Accompanying your resume, our cover letter should be a well-written letter addressed to the hiring manager covering these areas:
Your contact information
Make it clear who the cover letter is coming from. Include your first and last name, complete address, phone number and email address.
It might not seem like an important addition, but the date is a way to validate the day you submitted your application to ensure it is within the job opening period. The date should be the true date you submitted the application.
The hiring manager’s contact information
It’s important to address the letter to the right person. Include the full name, job title or position, company name, company address, and the contact’s phone number and email address. If you don’t have this information or don’t know who you’re sending your application to, you can replace the name with “Hiring Manager.”
Begin your cover letter by a salutation. If you know the name, start with “Dear Miss/Mrs./Ms./Mr./Dr. Last Name.” If you aren’t sure of the gender, you can use the full name. However, if you don’t know the name, simply use “Dear Hiring Manager.” That salutation is better than the generic alternative of “To Whom It May Concern.”
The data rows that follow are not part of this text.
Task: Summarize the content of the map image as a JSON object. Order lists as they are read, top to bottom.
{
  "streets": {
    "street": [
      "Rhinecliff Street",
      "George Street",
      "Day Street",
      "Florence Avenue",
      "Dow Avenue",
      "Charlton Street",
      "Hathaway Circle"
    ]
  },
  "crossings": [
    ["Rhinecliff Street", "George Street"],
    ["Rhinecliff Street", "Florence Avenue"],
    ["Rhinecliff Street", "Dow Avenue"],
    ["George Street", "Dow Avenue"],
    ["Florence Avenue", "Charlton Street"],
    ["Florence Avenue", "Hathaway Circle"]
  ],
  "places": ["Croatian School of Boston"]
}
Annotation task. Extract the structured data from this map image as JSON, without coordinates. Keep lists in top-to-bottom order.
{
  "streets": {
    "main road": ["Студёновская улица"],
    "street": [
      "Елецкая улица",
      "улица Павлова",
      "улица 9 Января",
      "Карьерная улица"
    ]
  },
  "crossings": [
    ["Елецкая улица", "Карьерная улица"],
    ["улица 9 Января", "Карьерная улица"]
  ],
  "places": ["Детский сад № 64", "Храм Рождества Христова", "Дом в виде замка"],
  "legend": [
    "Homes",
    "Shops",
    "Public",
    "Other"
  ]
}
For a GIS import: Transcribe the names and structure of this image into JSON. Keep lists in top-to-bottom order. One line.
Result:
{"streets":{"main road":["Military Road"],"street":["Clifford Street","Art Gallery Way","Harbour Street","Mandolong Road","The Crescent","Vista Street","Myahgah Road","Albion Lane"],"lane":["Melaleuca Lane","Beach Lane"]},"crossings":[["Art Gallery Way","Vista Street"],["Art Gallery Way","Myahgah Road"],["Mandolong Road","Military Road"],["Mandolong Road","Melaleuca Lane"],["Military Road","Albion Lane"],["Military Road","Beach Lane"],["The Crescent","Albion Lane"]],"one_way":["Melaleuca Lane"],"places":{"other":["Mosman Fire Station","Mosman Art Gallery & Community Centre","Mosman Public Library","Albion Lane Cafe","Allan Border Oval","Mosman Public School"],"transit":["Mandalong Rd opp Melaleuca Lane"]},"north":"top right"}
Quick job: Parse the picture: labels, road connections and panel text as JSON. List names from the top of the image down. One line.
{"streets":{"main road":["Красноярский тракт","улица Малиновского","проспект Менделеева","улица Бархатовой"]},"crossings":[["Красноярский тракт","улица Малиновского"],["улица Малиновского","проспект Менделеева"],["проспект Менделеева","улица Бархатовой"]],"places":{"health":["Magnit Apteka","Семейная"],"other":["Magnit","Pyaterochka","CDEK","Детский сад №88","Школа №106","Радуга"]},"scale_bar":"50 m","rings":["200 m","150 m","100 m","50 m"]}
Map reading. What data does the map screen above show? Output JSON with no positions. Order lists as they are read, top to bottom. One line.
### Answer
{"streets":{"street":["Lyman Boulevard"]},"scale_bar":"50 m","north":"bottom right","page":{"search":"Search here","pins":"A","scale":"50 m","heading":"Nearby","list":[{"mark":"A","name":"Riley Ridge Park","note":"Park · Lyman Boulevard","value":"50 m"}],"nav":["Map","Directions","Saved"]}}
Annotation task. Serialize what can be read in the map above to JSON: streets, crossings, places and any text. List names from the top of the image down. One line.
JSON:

Now it’s time to get to what you’ve applied for. Begin by stating the position you’re applying for. Include where you heard about the posting, especially if someone in the company suggested you apply. If this is the case, drop the name, but just make sure you’ve told that person you are using their name. The Hiring Manager may contact them at some point in the hiring process and it’s best they are prepared for that situation.
After you’ve introduced the job, give a brief overview of the highlights of your resume – it could be your skills, experience or education – anything that would interest the hiring manager. Write persuasively so you get the interest of the person reading.
This is the golden nugget of the cover letter. It is here that you let your own voice shine through. In a few paragraphs, explain why you are interested in the job, how you’d be a good fit and why you want to work for the company. Show, in words, your personality, work ethic, professional skills – anything you deem appropriate for the job in question. Really try to pique the interest of the reader by stating specific scenarios and examples that may be relevant to the position.
Here’s a helpful tip: go back to the job posting and reuse the terminology and phrasing the posting uses – this will prove that a) you’ve read the job description and b) you are qualified for the job.
Wrap up the letter with a nice concluding summary of you. Don’t repeat yourself, but find a new way to say how great you are and why you want the position. Include your interest and willingness for an interview, either in-person, by phone or video conference. Depending on the hiring process (if a timeline of steps has been included or not), you should also state that you will follow-up and when you will do that (give at least two to five business days). Don’t forget to also thank the person for their consideration and time in reviewing your application.
Last but not least, include a signature. After you thank the hiring manager, use “Sincerely,” “Yours truly,” or some other complimentary close before your name. If possible, you should include your handwritten signature (tip: you can scan your handwritten signature to your computer and convert to a jpg!). Then, type your full name.
Follow these tips and you’ll have a stellar cover letter for your next job! Don’t forget to customize the information for each job you apply to.